> _EXERCISE DESCRIPTION_
For each line in the records, produce an exact copy.

> _DATA TO USE_
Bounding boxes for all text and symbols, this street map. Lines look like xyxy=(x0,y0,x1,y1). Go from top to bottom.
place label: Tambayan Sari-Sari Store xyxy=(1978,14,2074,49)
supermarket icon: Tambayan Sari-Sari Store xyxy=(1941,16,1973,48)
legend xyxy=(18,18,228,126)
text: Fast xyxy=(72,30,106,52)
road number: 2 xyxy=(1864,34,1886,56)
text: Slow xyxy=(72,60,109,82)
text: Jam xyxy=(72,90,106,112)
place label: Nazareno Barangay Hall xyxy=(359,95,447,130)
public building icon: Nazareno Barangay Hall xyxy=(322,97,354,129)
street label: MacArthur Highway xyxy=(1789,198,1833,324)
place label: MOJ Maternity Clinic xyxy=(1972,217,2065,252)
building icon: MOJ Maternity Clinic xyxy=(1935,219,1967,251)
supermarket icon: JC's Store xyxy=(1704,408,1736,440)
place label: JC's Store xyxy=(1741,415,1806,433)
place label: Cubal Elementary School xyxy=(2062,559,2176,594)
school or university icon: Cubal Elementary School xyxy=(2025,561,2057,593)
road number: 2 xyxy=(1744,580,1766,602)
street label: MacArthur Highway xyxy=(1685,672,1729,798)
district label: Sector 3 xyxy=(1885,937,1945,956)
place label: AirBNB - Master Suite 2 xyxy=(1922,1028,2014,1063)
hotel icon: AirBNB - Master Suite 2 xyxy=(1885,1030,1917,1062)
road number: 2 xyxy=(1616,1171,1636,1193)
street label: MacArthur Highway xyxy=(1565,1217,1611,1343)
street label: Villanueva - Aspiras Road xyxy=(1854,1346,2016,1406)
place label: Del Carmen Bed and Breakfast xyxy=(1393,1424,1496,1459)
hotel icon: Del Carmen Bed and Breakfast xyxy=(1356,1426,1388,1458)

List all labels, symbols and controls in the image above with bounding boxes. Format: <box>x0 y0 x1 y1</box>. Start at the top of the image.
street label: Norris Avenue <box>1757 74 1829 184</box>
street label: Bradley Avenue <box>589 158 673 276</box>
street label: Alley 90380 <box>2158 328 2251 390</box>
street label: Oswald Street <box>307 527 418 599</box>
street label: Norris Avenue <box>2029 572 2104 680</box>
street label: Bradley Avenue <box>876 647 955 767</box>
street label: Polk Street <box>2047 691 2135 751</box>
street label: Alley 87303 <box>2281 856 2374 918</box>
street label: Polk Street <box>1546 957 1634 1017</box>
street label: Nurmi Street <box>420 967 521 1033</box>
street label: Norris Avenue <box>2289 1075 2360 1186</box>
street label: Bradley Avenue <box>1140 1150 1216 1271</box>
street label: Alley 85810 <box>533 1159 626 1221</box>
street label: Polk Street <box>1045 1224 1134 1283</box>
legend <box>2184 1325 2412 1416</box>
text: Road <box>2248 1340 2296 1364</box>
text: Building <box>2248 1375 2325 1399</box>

> _RESPONSE AREA_
Bounding boxes for all text and symbols, this street map. Lines look like xyxy=(x0,y0,x1,y1). Go from top to bottom.
place label: Tambayan Sari-Sari Store xyxy=(1978,14,2074,49)
supermarket icon: Tambayan Sari-Sari Store xyxy=(1941,16,1973,48)
legend xyxy=(18,18,228,126)
text: Fast xyxy=(72,30,106,52)
road number: 2 xyxy=(1864,34,1886,56)
text: Slow xyxy=(72,60,109,82)
text: Jam xyxy=(72,90,106,112)
place label: Nazareno Barangay Hall xyxy=(359,95,447,130)
public building icon: Nazareno Barangay Hall xyxy=(322,97,354,129)
street label: MacArthur Highway xyxy=(1789,198,1833,324)
place label: MOJ Maternity Clinic xyxy=(1972,217,2065,252)
building icon: MOJ Maternity Clinic xyxy=(1935,219,1967,251)
supermarket icon: JC's Store xyxy=(1704,408,1736,440)
place label: JC's Store xyxy=(1741,415,1806,433)
place label: Cubal Elementary School xyxy=(2062,559,2176,594)
school or university icon: Cubal Elementary School xyxy=(2025,561,2057,593)
road number: 2 xyxy=(1744,580,1766,602)
street label: MacArthur Highway xyxy=(1685,672,1729,798)
district label: Sector 3 xyxy=(1885,937,1945,956)
place label: AirBNB - Master Suite 2 xyxy=(1922,1028,2014,1063)
hotel icon: AirBNB - Master Suite 2 xyxy=(1885,1030,1917,1062)
road number: 2 xyxy=(1616,1171,1636,1193)
street label: MacArthur Highway xyxy=(1565,1217,1611,1343)
street label: Villanueva - Aspiras Road xyxy=(1854,1346,2016,1406)
place label: Del Carmen Bed and Breakfast xyxy=(1393,1424,1496,1459)
hotel icon: Del Carmen Bed and Breakfast xyxy=(1356,1426,1388,1458)

List all labels, symbols and controls in the image above with bounding boxes. Format: <box>x0 y0 x1 y1</box>. Start at the top of the image.
street label: Norris Avenue <box>1757 74 1829 184</box>
street label: Bradley Avenue <box>589 158 673 276</box>
street label: Alley 90380 <box>2158 328 2251 390</box>
street label: Oswald Street <box>307 527 418 599</box>
street label: Norris Avenue <box>2029 572 2104 680</box>
street label: Bradley Avenue <box>876 647 955 767</box>
street label: Polk Street <box>2047 691 2135 751</box>
street label: Alley 87303 <box>2281 856 2374 918</box>
street label: Polk Street <box>1546 957 1634 1017</box>
street label: Nurmi Street <box>420 967 521 1033</box>
street label: Norris Avenue <box>2289 1075 2360 1186</box>
street label: Bradley Avenue <box>1140 1150 1216 1271</box>
street label: Alley 85810 <box>533 1159 626 1221</box>
street label: Polk Street <box>1045 1224 1134 1283</box>
legend <box>2184 1325 2412 1416</box>
text: Road <box>2248 1340 2296 1364</box>
text: Building <box>2248 1375 2325 1399</box>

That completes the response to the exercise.